Não vou explorar agora a obviedade de que somos mais que um signo, a não ser para o sistema econômico, o que, estes artistas, na música o pioneiro do gênio, e autor, com a adaptação sincronica com o capitalismo, assim colocamos Picasso nas artes. E tantos outros. Vê-se em Damien Hirst e seus formóis, derivados de Bacon e uma necessidade de inovação-venda do eixo econômico; sua caveira cravejada de diamantes como obra mais cara e agora recentemente sua exposição mais cara da história com esculturas atiradas ao mar (por sinal, muito bonitas). Dos ingleses aqui (Bacon, Damien) e seu alge da economia bancária, indo a suíça Mira Schendell e a lavagem de dinheiro gigantesca com sua obra, o caso do droguinha Jean-Michel Basquiat, o raciocínio pode continuar das encomendas de Bosch (especulativo) aos artista contemporaneos que querem se fixar no meio, no investimento do cubo Branco de Brian O'Doherty, No Interior Do Cubo Branco. A Ideologia Do Espaco Da Arte.

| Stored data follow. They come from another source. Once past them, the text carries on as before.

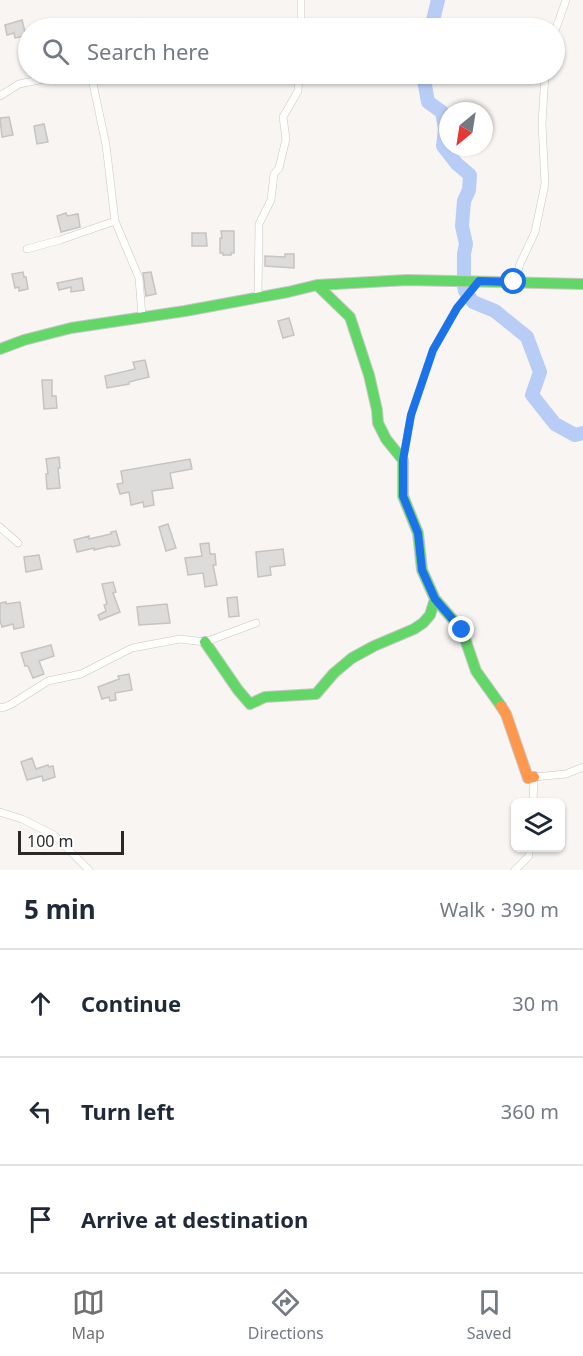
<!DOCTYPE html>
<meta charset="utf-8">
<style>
body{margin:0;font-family:"Noto Sans",sans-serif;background:#f2f2f3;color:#1f2937}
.controls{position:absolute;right:18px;bottom:18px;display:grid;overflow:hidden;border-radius:9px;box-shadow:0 2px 4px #0004}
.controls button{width:54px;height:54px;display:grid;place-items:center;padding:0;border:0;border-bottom:2px solid #e0e1e3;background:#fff;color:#1f2937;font:30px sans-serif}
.compass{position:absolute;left:439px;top:102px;width:54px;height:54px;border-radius:50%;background:#fff;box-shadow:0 2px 4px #0004;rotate:210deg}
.scale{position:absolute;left:18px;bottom:15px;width:106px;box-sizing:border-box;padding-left:6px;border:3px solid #2a2928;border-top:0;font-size:16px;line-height:21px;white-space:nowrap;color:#2a2928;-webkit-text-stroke:4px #fff;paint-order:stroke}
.stop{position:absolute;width:18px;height:18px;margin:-14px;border:4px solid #1a73e8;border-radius:50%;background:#fff}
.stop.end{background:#1a73e8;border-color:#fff;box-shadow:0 2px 6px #0008}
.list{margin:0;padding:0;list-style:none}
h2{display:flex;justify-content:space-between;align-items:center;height:78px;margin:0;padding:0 24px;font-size:26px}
h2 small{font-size:20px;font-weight:400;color:#747a83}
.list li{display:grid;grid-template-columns:39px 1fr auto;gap:18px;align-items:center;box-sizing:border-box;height:108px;padding:0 24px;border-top:2px solid #e0e1e3}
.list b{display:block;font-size:22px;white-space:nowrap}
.list em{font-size:20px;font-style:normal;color:#747a83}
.icon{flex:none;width:33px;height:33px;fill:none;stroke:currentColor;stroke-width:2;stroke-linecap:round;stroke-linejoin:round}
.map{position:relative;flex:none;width:583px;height:870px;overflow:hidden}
.search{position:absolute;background:#fff;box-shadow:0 2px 4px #0004;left:18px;right:18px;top:18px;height:66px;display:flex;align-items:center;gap:15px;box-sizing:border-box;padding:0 21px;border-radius:33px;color:#747a83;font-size:22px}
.sheet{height:402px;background:#fff}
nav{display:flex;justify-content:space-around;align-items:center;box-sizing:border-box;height:84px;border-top:2px solid #e0e1e3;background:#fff;font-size:16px;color:#747a83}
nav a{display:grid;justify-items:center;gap:3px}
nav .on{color:#72706f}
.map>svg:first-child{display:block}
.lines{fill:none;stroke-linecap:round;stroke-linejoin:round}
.river{stroke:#b8cdf6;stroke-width:14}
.building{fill:#dedcda;stroke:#c5c4c2;stroke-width:1.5}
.street-casing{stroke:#c9c7c6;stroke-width:8}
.fast-casing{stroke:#c9c7c6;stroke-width:12}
.slow-casing{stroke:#c9c7c6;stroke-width:12}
.street{stroke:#fefefd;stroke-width:7}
.fast{stroke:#63d668;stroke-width:10}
.slow{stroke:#ff974d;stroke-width:10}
.route{stroke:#1a73e8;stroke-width:8}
</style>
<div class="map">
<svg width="583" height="870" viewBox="0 0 583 870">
<rect width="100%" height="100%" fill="#f8f5f3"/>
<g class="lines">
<path class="river" d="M431 28 438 0
M423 74 428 102 442 112 445 129 443 146 457 164 470 175 469 190 464 201 462 226 466 244 464 254V278
M464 285 465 291 473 302 495 311 527 337 540 372 532 395 555 424 575 435 583 433"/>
</g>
<path class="building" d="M22 20 26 36 15 38 14 33 7 35 5 25Z
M9 117 13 135 2 137 0 118Z
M44 124 48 142 37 144 34 126Z
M66 213 67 216 78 214 80 227 61 232 57 216Z
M221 231H234V253H231V255H223V253H220V238H222Z
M192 233H206L207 246H192Z
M285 254H294V268L265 266V256L285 257Z
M23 272 24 277H26L28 289 19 291V287L15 288 12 274Z
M151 272 156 294 146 296 143 273Z
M82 278 84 290 71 292V287L59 290 57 283Z
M289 318 294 335 283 338 278 321Z
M145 360 149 377 129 382V384L107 388 105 376 135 369 133 362Z
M42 380H52V396H56L57 408 44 409Z
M59 457 60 468H58L60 488 47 489 46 474H48L46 459Z
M190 459 192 469 170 473 173 488 152 491 154 505 144 507 143 502 131 505 129 492 120 494 117 484 123 483 121 471Z
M168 524 176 548 166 551 159 527Z
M116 531 120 545 112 547 111 546 94 550V548L77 552 74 540 89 536V539L111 534V532Z
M209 543 210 554H215L216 565H213L217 585 205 587 203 573 188 575 185 558 202 556 200 544Z
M283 549 285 565 270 567 271 575 258 577 256 552Z
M39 555 42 569 26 572 24 557Z
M113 582 116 592 113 593 120 612 100 620 98 615 106 611 104 605 107 604 102 584Z
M237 597 239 616 229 617 227 598Z
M6 602V604L20 602 24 627 14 629 13 624 2 627 0 620V603Z
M167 604 170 623 139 625 137 607Z
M51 645 54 656 39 661 44 674 33 678 28 666H25L21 653Z
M129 674 132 690 115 693 116 700 110 701 109 697 102 699 98 687 119 679 118 676Z
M32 758 36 769 48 765 49 767 53 766 55 777 43 781 42 776 27 780 21 762Z"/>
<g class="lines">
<g class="street-casing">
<path id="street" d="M134 28 138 22
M301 28V0
M554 34 566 0
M91 74 106 145 115 221 139 278 142 316
M0 96 19 84 69 74
M27 249 60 240 115 221
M515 282 520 264 535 232 545 184 542 124 545 74
M258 296 259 224 271 200 274 174 279 168 286 139 283 117 298 91 299 74
M403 460 411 415 433 350 457 308 479 281
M0 527 18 543
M0 707 2 708 10 705 48 681 81 674 132 648 180 639 205 642 256 623
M533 802 534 777 566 774 583 767
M0 812 22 819 54 835 89 870
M515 870 529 856V848"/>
</g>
<g class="fast-casing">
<path id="fast" d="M317 285 350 317 369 375 377 410 378 423 386 439 403 460V496L418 533 422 570 435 599 462 630 476 671 501 706
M0 349 24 340 71 328 185 311 288 292 317 285 407 280 583 284
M205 642 238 690 250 704 265 697 316 694 334 673 352 658 374 646 414 629 423 623 430 615 435 599"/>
</g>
<g class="slow-casing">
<path id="slow" d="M501 706 506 714 528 778 534 777"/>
</g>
<use href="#street" class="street"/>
<use href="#fast" class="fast"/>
<use href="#slow" class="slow"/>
</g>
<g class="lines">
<path class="route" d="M462 630 435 599 422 570 418 533 403 496V460L411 415 433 350 457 308 479 281 514 282"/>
</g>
</svg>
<div class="controls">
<button><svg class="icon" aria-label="layers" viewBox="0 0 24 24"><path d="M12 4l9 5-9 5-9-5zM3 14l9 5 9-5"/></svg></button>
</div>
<svg class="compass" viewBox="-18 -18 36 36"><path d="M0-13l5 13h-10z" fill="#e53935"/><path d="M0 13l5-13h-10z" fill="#747a83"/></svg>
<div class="scale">100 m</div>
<div class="stop" style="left:514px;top:282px"></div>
<div class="stop end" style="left:462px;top:630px"></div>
<div class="search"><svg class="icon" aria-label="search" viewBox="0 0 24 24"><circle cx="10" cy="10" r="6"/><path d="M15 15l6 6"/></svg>Search here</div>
</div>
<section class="sheet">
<h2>5 min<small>Walk · 390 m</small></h2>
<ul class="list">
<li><svg class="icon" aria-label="ahead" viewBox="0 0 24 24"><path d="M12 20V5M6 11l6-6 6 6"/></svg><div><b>Continue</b></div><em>30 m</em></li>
<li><svg class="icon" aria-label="left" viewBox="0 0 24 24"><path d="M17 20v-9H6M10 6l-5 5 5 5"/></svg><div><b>Turn left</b></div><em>360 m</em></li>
<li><svg class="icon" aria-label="arrive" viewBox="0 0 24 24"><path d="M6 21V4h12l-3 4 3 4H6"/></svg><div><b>Arrive at destination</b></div></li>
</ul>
</section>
<nav>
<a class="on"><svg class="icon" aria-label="map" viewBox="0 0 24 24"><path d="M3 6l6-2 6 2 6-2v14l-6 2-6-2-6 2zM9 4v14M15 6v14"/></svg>Map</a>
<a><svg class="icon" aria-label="directions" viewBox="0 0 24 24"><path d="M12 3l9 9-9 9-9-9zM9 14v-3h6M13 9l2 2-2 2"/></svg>Directions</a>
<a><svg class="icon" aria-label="saved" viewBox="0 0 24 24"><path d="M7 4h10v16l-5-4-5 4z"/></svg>Saved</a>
</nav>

Seguimos então para uma divisão entre 2 tipos de artistas: aqueles que seguem um suposto mesmo estilo, assumindo uma identidade única, ou assimilável pela economia (Rothko, Remedios Varo, Mondrian, etc). E aqueles que não seguem um estilo identificável entre grupos (Gerhard Richter e o próprio Damien Hirst).
Para anotar: Desenvolvimento técnico, devir, talvez, (árvores de Mondrian, Paleta escura de Van Gogh); total assimilação da identidade (ingenuidade ou maturidade) ou mentira. No devir, há a beleza do próprio processo, quando autêntico, ou quando registrado. No assimilação, a busca de reconhecimento rápido, ingenuidade ou a descoberta madura de certa cura (empasto do Van Gogh, os espaços de cor de Rothko[1]), que podem vir a ser uma eventual armadilha deste suposto amadurecimento.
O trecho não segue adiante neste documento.